▶ _WHAT TO PRODUCE_
For the entries below, count the lines that contain the word "service" and reply with that number only.

[MATERIAL PROVIDED Boundary: Start]

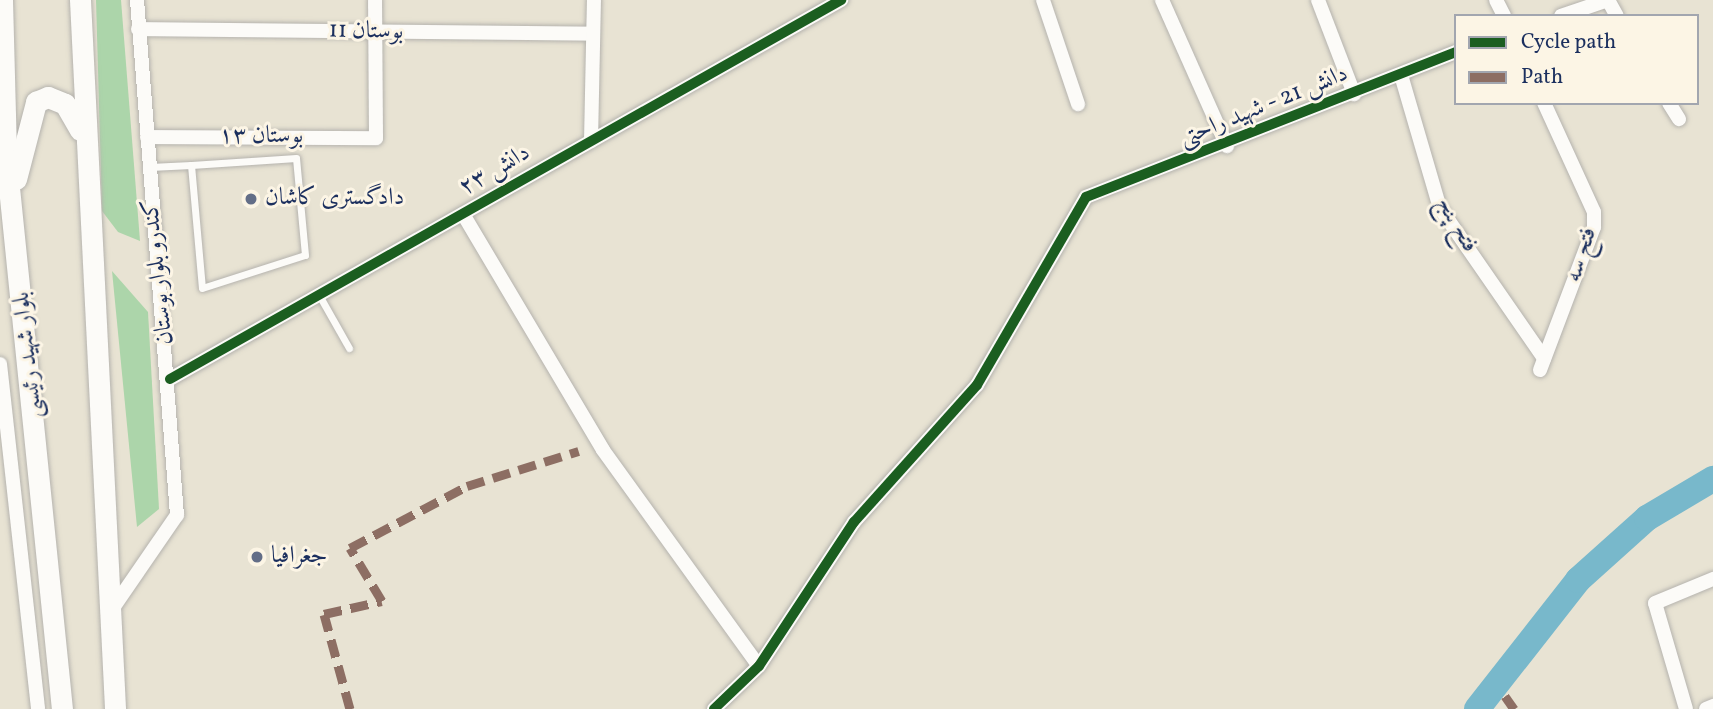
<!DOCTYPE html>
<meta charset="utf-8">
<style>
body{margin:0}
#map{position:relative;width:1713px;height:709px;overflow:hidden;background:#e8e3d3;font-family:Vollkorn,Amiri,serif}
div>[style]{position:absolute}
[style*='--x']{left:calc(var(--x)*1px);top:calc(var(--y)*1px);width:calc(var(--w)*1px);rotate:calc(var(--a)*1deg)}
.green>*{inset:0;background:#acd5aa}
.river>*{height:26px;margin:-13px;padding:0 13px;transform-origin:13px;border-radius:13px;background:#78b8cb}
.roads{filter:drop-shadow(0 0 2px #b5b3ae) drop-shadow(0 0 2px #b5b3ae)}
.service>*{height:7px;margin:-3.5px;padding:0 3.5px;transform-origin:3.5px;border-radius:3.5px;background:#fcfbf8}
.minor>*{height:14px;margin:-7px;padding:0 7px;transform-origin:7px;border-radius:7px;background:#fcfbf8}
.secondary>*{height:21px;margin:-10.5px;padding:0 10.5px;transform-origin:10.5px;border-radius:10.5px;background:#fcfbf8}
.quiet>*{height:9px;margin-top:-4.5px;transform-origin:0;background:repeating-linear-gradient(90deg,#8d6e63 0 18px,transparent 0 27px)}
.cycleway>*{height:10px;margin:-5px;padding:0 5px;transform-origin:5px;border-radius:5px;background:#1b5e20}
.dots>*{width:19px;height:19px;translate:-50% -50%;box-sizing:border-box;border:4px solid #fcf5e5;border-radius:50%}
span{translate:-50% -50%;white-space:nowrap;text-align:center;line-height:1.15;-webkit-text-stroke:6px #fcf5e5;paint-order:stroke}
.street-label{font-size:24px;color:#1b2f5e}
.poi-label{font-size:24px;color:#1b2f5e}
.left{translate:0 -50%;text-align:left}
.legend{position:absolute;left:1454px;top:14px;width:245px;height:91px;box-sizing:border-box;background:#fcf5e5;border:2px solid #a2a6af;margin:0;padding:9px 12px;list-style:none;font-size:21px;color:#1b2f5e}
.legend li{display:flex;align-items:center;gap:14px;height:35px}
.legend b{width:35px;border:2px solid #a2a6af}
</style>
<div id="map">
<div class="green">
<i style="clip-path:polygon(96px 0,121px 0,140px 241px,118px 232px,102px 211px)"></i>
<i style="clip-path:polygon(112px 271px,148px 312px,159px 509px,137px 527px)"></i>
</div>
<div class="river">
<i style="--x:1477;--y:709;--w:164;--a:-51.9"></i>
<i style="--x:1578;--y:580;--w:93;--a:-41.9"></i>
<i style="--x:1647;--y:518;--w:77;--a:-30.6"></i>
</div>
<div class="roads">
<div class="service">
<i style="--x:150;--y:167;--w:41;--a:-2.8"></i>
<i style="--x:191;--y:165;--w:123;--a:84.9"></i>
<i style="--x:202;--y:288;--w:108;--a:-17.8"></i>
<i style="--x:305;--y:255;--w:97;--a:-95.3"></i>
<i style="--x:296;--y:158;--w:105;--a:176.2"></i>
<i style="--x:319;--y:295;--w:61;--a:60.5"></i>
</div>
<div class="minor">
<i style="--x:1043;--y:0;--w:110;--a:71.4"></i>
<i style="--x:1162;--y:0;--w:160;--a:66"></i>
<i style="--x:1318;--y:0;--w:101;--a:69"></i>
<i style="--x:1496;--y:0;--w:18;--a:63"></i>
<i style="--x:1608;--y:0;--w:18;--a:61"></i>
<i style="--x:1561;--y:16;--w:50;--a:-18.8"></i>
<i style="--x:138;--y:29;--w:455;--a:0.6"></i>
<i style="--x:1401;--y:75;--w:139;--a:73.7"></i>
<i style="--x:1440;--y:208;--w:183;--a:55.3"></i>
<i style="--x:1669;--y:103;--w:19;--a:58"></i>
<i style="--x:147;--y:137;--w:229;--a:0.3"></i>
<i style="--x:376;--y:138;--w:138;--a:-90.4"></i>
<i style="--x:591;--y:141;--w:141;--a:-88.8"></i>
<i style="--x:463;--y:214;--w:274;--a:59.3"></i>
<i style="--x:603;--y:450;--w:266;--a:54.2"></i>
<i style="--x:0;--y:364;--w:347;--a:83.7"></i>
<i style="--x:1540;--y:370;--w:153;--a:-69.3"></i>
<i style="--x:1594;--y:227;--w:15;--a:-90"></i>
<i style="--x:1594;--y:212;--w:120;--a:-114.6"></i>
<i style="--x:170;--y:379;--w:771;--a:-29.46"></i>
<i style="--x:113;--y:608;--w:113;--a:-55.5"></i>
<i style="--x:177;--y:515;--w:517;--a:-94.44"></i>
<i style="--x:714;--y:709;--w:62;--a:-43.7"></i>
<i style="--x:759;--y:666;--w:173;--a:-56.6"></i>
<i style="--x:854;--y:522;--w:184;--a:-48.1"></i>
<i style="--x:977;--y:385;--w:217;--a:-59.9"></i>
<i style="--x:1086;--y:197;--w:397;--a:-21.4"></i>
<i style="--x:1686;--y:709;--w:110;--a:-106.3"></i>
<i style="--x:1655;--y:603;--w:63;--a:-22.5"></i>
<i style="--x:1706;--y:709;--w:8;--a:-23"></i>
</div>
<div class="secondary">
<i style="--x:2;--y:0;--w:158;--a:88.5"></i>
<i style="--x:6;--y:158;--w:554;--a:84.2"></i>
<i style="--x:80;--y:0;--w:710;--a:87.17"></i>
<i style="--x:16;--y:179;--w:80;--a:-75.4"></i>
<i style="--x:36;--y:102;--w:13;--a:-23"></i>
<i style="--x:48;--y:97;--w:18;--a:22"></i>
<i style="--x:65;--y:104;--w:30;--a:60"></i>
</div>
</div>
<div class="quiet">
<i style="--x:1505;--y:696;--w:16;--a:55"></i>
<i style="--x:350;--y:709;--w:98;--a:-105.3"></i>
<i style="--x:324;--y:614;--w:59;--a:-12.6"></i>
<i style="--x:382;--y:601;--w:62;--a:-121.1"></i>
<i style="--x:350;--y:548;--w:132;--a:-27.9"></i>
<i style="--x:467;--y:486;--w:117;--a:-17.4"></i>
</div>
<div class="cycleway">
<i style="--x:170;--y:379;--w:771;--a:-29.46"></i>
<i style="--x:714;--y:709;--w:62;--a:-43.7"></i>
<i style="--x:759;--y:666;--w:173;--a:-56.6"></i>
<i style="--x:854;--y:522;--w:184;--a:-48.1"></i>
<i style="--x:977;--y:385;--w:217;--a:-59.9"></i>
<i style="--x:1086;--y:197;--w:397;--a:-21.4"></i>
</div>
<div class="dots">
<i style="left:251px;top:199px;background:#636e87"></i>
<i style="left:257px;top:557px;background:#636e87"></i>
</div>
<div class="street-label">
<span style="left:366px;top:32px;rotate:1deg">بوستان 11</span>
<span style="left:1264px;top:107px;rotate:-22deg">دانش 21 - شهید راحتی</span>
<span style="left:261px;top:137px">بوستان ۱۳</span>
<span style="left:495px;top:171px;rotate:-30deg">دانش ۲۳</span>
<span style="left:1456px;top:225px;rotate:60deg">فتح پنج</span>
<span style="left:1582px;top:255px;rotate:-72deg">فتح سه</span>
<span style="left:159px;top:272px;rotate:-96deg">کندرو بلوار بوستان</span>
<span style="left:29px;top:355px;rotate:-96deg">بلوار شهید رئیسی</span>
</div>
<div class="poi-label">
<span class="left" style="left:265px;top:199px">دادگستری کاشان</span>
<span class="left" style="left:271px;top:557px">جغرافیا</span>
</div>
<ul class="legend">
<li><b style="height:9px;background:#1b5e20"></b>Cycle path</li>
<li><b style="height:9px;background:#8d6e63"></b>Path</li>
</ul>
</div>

[MATERIAL PROVIDED Boundary: End]

▶ _ANSWER SECTION_
2